In former times very cross-platform NTVDM was.
If you view NTVDM.EXE
in a hex editor, you’ll find the message “Using Yoda on an x86 may be hazardous to your systems’ health” buried inside it. Yoda was the name of the internal debugger that was used to debug the MS-DOS emulator, also known as the Virtual DOS Machine or VDM. (Buried inside the Yoda source code are such wonderful variables as “luke” and “chewy”.)
The Intel 80386 has a mode known as “Virtual-8086 mode” or just “V86 mode” wherein the CPU ran as if it were an 8086, except that if the program did anything interesting like issue a privileged instruction, call a software interrupt, or fault, control would return to the protected-mode supervisor for handling. (Win386 used this same CPU mode to support multiple MS-DOS sessions.) When running on an 80386-class processor, NTVDM used this mode to do its emulation, making the CPU do the heavy lifting of decoding instructions and emulating them, which took place at very close to full speed.

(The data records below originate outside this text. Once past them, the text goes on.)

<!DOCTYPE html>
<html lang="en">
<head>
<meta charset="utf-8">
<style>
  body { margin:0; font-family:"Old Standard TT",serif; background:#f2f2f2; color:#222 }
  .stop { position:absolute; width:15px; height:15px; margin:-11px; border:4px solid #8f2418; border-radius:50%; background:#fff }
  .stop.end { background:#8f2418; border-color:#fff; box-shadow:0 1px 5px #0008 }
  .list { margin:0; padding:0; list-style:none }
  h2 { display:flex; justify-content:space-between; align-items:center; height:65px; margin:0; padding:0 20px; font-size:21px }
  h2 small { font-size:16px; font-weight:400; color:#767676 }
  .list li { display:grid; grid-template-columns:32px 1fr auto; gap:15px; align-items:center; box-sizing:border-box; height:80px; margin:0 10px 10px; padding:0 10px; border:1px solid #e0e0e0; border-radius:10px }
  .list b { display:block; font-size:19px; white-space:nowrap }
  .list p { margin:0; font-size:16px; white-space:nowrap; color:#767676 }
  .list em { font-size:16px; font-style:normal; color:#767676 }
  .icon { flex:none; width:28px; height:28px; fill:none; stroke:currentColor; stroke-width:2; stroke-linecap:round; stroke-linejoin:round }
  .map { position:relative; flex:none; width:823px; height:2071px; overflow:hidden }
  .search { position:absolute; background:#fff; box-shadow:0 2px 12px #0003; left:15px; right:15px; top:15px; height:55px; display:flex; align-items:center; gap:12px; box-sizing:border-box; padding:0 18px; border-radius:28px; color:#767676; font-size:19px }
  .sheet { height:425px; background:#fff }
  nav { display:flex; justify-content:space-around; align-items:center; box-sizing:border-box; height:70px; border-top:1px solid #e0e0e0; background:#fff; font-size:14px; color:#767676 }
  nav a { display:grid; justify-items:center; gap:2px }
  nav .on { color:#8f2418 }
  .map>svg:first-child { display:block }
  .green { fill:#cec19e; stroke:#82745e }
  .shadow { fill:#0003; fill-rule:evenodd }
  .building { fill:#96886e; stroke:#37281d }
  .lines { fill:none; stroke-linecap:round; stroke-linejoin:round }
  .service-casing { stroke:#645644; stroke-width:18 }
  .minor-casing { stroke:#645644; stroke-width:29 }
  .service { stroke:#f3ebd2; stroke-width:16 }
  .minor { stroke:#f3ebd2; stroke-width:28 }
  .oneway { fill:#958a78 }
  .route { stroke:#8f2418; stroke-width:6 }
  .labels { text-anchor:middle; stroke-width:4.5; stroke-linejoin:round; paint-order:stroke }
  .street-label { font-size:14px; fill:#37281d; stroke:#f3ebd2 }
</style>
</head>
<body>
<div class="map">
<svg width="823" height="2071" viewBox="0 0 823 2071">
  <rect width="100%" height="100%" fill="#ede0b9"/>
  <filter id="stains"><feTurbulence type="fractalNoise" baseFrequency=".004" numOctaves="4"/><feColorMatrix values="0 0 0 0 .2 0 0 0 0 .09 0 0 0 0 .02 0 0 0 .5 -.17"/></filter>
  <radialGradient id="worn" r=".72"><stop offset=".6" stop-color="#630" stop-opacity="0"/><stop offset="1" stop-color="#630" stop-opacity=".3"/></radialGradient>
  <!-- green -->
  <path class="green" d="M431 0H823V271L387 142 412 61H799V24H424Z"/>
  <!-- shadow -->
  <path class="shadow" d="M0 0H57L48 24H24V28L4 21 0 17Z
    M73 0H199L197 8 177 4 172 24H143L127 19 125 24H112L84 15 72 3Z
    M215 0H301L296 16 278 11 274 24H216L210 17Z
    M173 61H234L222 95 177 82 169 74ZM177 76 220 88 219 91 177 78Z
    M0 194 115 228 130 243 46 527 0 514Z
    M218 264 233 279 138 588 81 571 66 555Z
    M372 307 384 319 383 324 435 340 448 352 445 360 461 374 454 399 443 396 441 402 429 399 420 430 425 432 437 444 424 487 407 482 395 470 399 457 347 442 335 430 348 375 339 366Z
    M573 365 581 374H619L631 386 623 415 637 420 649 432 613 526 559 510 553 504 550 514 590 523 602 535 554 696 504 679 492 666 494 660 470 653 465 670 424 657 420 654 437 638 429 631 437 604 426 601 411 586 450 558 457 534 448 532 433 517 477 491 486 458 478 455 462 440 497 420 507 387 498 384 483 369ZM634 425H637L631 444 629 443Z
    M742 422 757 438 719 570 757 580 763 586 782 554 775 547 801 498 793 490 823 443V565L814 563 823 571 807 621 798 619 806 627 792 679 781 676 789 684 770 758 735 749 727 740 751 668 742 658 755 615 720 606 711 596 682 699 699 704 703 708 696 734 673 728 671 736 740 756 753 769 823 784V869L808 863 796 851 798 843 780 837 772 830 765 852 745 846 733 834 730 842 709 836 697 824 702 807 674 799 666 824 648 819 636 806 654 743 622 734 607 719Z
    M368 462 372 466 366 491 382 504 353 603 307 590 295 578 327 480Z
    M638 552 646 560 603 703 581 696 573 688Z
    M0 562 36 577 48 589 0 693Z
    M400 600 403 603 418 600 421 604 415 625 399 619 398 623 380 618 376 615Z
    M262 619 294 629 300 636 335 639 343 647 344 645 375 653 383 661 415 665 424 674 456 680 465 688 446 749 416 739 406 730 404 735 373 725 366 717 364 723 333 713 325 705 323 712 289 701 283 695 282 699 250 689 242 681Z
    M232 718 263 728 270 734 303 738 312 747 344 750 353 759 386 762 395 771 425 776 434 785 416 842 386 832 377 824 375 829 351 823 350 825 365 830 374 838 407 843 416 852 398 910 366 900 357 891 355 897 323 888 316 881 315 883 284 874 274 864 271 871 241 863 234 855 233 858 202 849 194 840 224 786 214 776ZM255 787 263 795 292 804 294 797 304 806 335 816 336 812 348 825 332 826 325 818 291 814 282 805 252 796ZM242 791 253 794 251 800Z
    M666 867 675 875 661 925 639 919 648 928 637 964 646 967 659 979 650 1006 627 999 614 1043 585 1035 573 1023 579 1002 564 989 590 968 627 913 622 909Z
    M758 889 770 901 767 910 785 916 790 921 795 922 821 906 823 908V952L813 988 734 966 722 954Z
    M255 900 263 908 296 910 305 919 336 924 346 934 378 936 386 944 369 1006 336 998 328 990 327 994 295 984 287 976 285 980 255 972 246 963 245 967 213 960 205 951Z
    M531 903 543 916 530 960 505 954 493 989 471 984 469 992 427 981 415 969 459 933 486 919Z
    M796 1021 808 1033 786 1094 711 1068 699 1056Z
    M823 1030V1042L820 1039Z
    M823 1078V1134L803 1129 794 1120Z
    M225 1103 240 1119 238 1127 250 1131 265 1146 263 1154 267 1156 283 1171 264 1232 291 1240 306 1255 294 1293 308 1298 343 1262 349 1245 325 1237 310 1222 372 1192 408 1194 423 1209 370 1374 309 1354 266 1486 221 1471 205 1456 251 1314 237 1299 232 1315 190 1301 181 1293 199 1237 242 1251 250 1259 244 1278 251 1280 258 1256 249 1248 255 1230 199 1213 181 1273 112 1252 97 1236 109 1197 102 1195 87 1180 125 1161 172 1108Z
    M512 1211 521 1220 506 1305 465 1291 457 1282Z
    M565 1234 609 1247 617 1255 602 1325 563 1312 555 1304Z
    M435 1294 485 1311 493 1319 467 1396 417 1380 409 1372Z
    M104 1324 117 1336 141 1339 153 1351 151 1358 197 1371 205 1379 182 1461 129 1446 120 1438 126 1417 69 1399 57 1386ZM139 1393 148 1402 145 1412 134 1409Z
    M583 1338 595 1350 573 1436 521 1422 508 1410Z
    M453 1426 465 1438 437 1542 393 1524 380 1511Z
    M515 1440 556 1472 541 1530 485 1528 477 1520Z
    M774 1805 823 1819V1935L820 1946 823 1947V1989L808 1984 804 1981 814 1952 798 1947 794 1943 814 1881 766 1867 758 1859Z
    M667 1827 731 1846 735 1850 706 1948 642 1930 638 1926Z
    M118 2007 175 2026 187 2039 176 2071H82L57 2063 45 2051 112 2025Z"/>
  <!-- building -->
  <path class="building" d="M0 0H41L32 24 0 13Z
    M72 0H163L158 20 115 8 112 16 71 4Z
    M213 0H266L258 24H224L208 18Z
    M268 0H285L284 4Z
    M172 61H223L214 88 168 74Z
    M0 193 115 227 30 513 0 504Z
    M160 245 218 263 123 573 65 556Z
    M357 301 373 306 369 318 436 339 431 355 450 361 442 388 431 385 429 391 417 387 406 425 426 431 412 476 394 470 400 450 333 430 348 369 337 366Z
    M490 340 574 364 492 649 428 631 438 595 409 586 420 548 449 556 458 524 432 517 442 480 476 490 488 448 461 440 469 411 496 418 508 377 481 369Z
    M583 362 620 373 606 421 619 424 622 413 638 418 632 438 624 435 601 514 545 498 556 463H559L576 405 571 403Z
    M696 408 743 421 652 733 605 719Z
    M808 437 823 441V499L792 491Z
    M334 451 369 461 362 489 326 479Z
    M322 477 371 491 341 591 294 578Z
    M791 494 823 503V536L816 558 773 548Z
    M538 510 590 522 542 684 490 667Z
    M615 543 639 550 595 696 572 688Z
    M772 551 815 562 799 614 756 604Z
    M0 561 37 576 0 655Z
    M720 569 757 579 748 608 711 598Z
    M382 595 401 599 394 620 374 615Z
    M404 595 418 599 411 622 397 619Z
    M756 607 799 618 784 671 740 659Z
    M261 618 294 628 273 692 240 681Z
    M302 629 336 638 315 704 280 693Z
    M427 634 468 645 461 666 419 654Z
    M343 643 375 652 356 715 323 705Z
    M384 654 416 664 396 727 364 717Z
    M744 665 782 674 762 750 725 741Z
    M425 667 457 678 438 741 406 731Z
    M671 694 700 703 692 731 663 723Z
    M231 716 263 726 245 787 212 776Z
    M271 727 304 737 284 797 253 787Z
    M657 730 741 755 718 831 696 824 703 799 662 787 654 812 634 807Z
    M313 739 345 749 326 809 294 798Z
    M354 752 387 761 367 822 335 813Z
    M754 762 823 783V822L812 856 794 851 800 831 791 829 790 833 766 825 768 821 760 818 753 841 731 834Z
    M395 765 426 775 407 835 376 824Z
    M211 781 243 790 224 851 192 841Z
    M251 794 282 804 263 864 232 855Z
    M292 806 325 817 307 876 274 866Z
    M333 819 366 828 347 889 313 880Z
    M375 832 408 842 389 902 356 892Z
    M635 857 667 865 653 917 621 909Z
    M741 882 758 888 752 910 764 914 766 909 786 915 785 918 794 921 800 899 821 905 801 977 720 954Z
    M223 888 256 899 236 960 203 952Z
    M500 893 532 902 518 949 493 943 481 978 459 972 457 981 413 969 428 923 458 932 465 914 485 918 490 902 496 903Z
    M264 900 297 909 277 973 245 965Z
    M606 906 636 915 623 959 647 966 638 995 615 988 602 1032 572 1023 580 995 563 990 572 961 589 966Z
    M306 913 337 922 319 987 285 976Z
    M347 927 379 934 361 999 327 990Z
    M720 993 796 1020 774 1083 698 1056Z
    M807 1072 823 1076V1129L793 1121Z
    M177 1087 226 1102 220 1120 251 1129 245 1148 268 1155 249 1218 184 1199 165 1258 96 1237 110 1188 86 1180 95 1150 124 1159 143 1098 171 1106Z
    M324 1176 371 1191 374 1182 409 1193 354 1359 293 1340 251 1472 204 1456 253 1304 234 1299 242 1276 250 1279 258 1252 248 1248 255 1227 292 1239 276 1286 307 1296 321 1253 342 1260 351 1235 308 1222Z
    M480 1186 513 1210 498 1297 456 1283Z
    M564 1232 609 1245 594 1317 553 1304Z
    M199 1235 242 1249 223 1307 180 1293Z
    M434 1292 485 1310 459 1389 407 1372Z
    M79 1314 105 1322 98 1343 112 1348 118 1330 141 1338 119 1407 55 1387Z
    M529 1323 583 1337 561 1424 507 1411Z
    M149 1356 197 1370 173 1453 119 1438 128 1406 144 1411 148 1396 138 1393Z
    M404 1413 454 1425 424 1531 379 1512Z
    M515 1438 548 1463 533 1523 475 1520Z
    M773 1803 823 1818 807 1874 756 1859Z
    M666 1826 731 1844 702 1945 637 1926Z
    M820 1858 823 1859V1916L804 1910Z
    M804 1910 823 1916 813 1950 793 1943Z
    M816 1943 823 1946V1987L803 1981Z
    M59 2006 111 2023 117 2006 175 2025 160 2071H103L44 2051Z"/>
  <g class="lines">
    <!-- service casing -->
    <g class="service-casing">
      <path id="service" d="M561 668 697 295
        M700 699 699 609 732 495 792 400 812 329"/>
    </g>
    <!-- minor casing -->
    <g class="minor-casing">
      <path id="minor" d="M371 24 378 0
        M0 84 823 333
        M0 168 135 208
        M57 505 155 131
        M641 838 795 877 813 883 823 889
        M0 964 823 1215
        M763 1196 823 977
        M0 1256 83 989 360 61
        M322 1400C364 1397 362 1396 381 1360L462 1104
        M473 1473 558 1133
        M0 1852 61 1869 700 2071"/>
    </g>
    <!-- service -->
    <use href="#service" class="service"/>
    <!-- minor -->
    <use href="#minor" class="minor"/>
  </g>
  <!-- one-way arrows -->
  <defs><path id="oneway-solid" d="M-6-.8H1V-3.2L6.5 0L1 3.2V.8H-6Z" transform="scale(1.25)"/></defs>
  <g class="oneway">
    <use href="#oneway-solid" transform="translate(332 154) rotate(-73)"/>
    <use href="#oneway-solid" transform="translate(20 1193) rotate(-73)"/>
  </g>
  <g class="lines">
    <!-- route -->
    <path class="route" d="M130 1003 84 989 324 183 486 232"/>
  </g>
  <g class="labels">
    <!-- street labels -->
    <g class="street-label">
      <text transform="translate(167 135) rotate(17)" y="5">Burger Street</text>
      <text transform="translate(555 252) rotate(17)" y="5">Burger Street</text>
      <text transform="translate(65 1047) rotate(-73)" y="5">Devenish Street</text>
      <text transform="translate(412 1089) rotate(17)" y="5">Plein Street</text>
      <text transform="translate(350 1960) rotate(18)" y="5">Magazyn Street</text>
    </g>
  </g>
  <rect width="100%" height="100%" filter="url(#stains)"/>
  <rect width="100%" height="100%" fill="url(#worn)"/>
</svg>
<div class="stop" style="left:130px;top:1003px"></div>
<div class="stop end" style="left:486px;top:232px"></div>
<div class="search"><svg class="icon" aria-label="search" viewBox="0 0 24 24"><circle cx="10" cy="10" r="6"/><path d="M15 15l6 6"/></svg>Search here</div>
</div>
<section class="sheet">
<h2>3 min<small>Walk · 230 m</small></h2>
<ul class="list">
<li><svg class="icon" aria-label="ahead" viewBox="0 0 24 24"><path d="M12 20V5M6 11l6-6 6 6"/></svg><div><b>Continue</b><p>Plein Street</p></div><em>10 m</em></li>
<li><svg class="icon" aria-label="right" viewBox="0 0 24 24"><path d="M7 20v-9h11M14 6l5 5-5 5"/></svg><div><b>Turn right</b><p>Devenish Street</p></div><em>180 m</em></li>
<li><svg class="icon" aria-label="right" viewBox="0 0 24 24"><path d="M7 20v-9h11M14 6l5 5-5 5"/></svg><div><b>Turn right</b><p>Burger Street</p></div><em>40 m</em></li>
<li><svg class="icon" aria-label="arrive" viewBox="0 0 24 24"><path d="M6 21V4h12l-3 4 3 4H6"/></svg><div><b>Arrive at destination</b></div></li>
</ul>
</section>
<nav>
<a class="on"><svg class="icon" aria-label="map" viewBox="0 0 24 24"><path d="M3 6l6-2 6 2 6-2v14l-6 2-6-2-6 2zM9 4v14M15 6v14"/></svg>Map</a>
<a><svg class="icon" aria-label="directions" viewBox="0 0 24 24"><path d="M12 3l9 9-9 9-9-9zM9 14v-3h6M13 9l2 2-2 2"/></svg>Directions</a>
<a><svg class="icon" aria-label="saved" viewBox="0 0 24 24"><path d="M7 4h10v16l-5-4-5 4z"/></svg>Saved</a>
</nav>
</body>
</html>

On the other hand, NTVDM on the non-x86 processors (Alpha, PPC, MIPS, etc.) had to implement an entire 8086 emulator, with all the decoding and execution performed in software. Yoda was the debugger you used if you needed to debug the emulator.
And that’s why NTVDM has a message warning you not to use Yoda on an x86. Because on an x86, there is no instruction emulator. There is nothing to debug.
(My thanks to Andrew McLaren and Tony Gaston for providing historical background.)